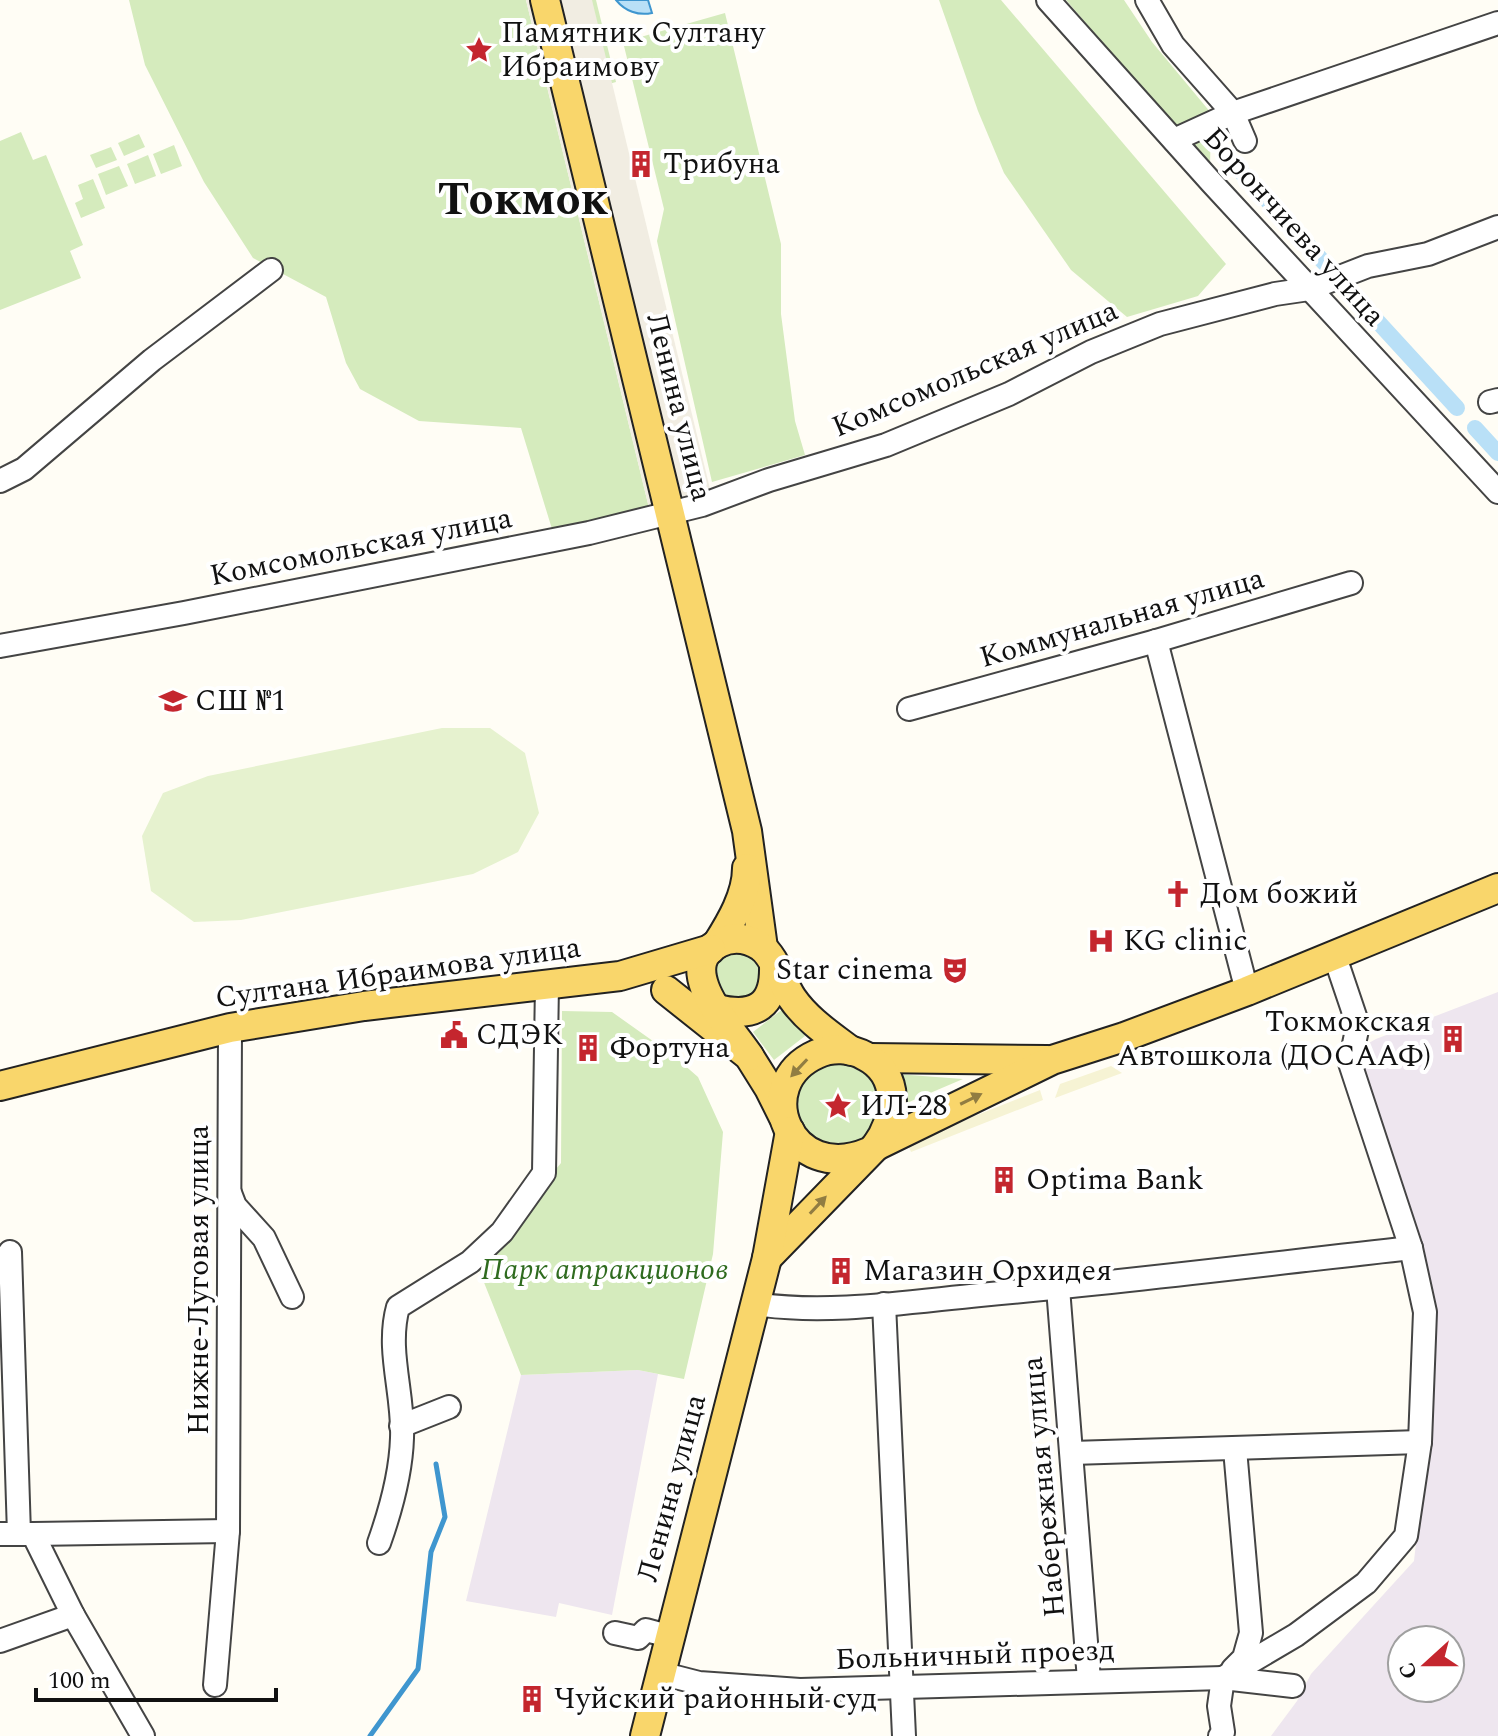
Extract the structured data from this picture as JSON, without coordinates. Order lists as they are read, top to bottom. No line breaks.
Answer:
{"streets":{"main road":["Ленина улица","Султана Ибраимова улица"],"street":["Борончиева улица","Комсомольская улица","Коммунальная улица","Нижне-Луговая улица","Набережная улица","Больничный проезд"]},"crossings":[["Борончиева улица","Комсомольская улица"],["Комсомольская улица","Ленина улица"],["Ленина улица","Больничный проезд"],["Султана Ибраимова улица","Нижне-Луговая улица"],["Набережная улица","Больничный проезд"]],"districts":["Токмок"],"parks":["Парк атракционов"],"places":{"place":["Памятник Султану Ибраимову","ИЛ-28"],"building":["Трибуна","Токмокская Автошкола (ДОСААФ)","Фортуна","Optima Bank","Магазин Орхидея","Чуйский районный суд"],"school or university":["СШ №1"],"church":["Дом божий"],"hospital":["KG clinic"],"theatre":["Star cinema"],"public building":["СДЭК"]},"scale_bar":"100 m","north":"left"}
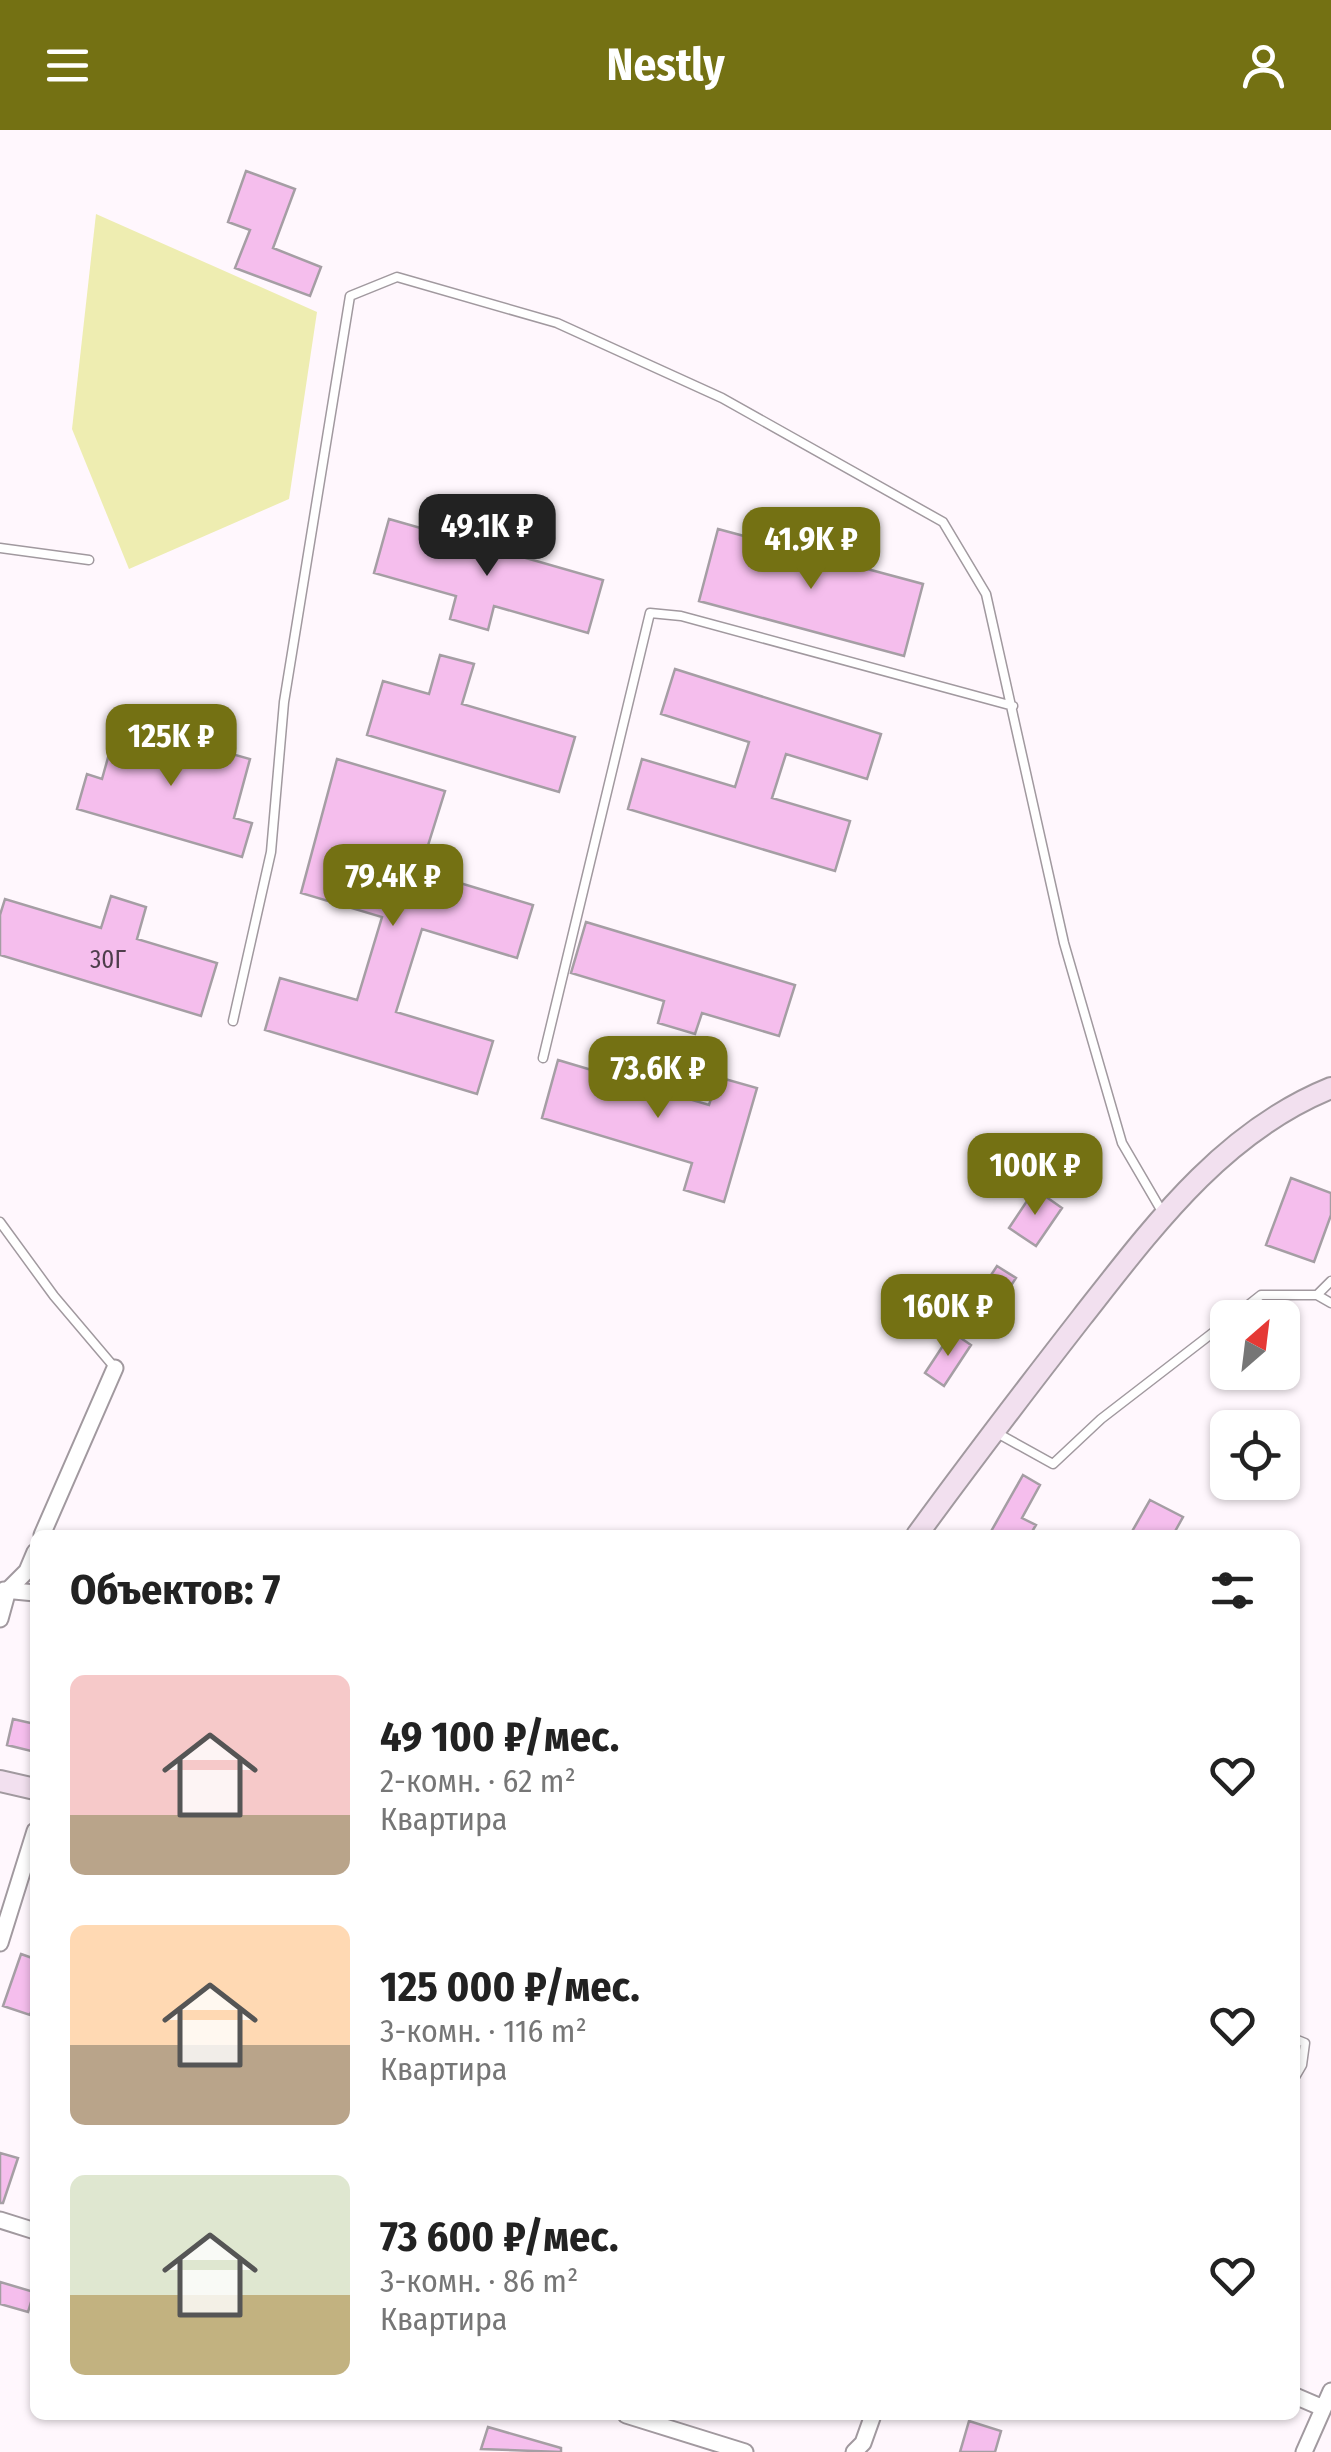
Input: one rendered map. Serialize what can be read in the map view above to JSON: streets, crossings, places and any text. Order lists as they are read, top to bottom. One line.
{"house_numbers":["30Г"],"north":"top right","page":{"header":"Nestly","price":["49.1K ₽","41.9K ₽","125K ₽","79.4K ₽","73.6K ₽","100K ₽","160K ₽"],"heading":"Объектов: 7","list":[{"name":"49 100 ₽/мес.","note":"2-комн. · 62 m² · Квартира"},{"name":"125 000 ₽/мес.","note":"3-комн. · 116 m² · Квартира"},{"name":"73 600 ₽/мес.","note":"3-комн. · 86 m² · Квартира"}]}}
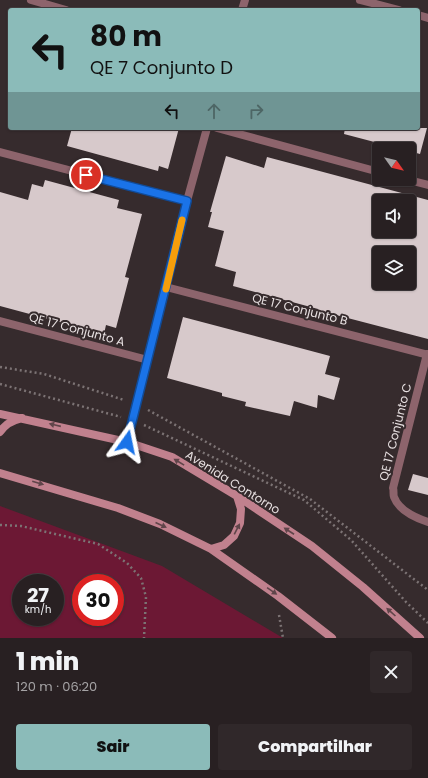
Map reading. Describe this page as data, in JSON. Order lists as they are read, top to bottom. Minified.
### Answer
{"streets":{"main road":["Avenida Contorno"],"street":["QE 17 Conjunto B","QE 17 Conjunto A","QE 17 Conjunto C"]},"crossings":[["QE 17 Conjunto B","QE 17 Conjunto C"]],"north":"bottom right","page":{"turn":["80 m","QE 7 Conjunto D"],"speed":"27 km/h","limit":"30","heading":["1 min","120 m · 06:20"],"buttons":["Sair","Compartilhar"]}}
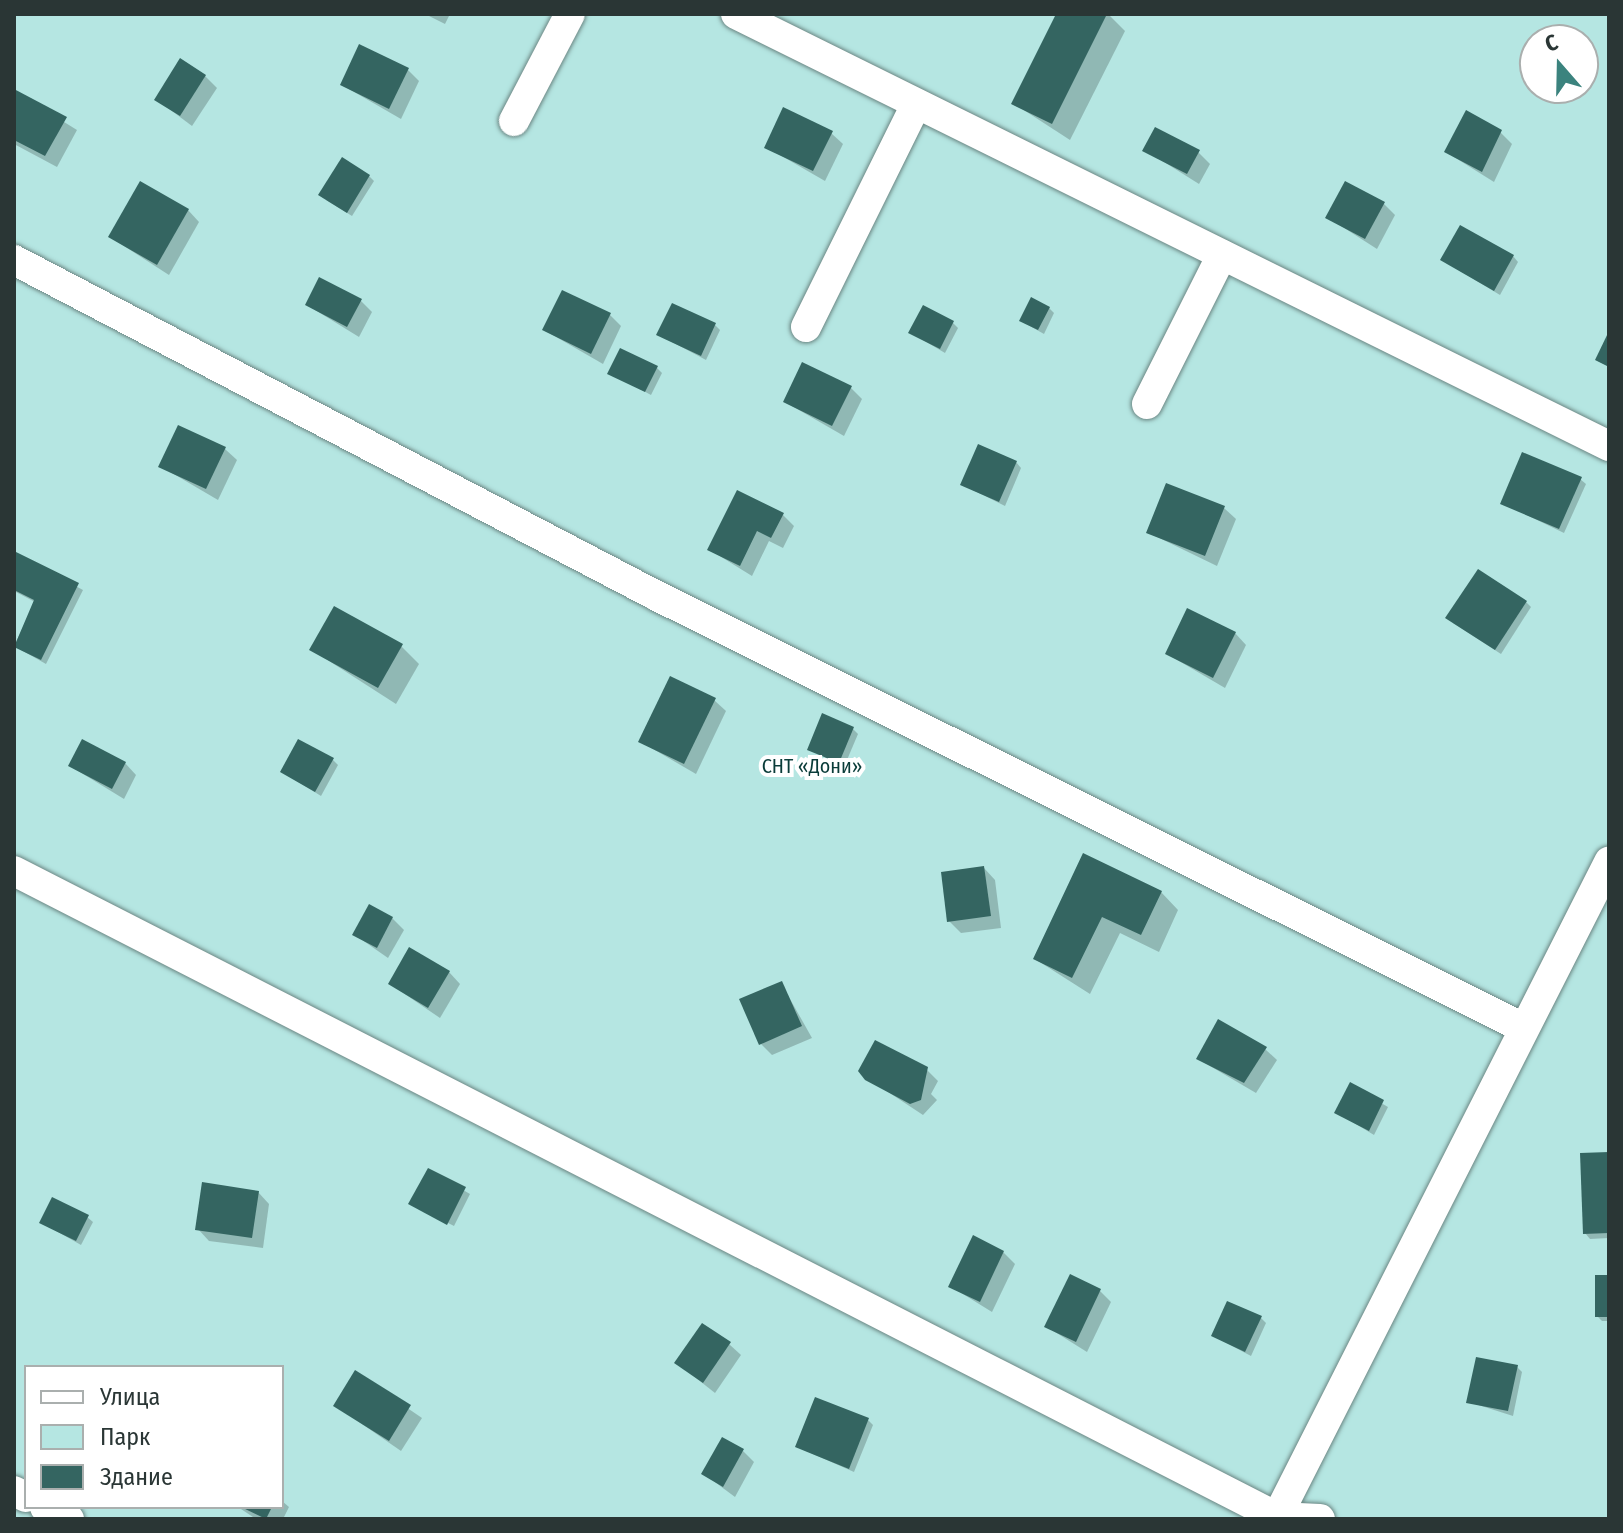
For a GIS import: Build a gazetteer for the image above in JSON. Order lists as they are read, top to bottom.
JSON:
{
  "parks": ["СНТ «Дони»"],
  "legend": ["Улица", "Парк", "Здание"],
  "north": "top"
}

THE PROBLEM: Reproduce all the data as it stands. The pictures are not part of the copy.

RESULT:
Extract the structured data from this picture as JSON, without coordinates. Order lists as they are read, top to bottom. No line breaks.
Answer:
{"streets":{"main road":["Ленина улица","Султана Ибраимова улица"],"street":["Борончиева улица","Комсомольская улица","Коммунальная улица","Нижне-Луговая улица","Набережная улица","Больничный проезд"]},"crossings":[["Борончиева улица","Комсомольская улица"],["Комсомольская улица","Ленина улица"],["Ленина улица","Больничный проезд"],["Султана Ибраимова улица","Нижне-Луговая улица"],["Набережная улица","Больничный проезд"]],"districts":["Токмок"],"parks":["Парк атракционов"],"places":{"place":["Памятник Султану Ибраимову","ИЛ-28"],"building":["Трибуна","Токмокская Автошкола (ДОСААФ)","Фортуна","Optima Bank","Магазин Орхидея","Чуйский районный суд"],"school or university":["СШ №1"],"church":["Дом божий"],"hospital":["KG clinic"],"theatre":["Star cinema"],"public building":["СДЭК"]},"scale_bar":"100 m","north":"left"}
Input: one rendered map. Serialize what can be read in the map view above to JSON: streets, crossings, places and any text. Order lists as they are read, top to bottom. One line.
{"house_numbers":["30Г"],"north":"top right","page":{"header":"Nestly","price":["49.1K ₽","41.9K ₽","125K ₽","79.4K ₽","73.6K ₽","100K ₽","160K ₽"],"heading":"Объектов: 7","list":[{"name":"49 100 ₽/мес.","note":"2-комн. · 62 m² · Квартира"},{"name":"125 000 ₽/мес.","note":"3-комн. · 116 m² · Квартира"},{"name":"73 600 ₽/мес.","note":"3-комн. · 86 m² · Квартира"}]}}
Map reading. Describe this page as data, in JSON. Order lists as they are read, top to bottom. Minified.
### Answer
{"streets":{"main road":["Avenida Contorno"],"street":["QE 17 Conjunto B","QE 17 Conjunto A","QE 17 Conjunto C"]},"crossings":[["QE 17 Conjunto B","QE 17 Conjunto C"]],"north":"bottom right","page":{"turn":["80 m","QE 7 Conjunto D"],"speed":"27 km/h","limit":"30","heading":["1 min","120 m · 06:20"],"buttons":["Sair","Compartilhar"]}}
For a GIS import: Build a gazetteer for the image above in JSON. Order lists as they are read, top to bottom.
JSON:
{
  "parks": ["СНТ «Дони»"],
  "legend": ["Улица", "Парк", "Здание"],
  "north": "top"
}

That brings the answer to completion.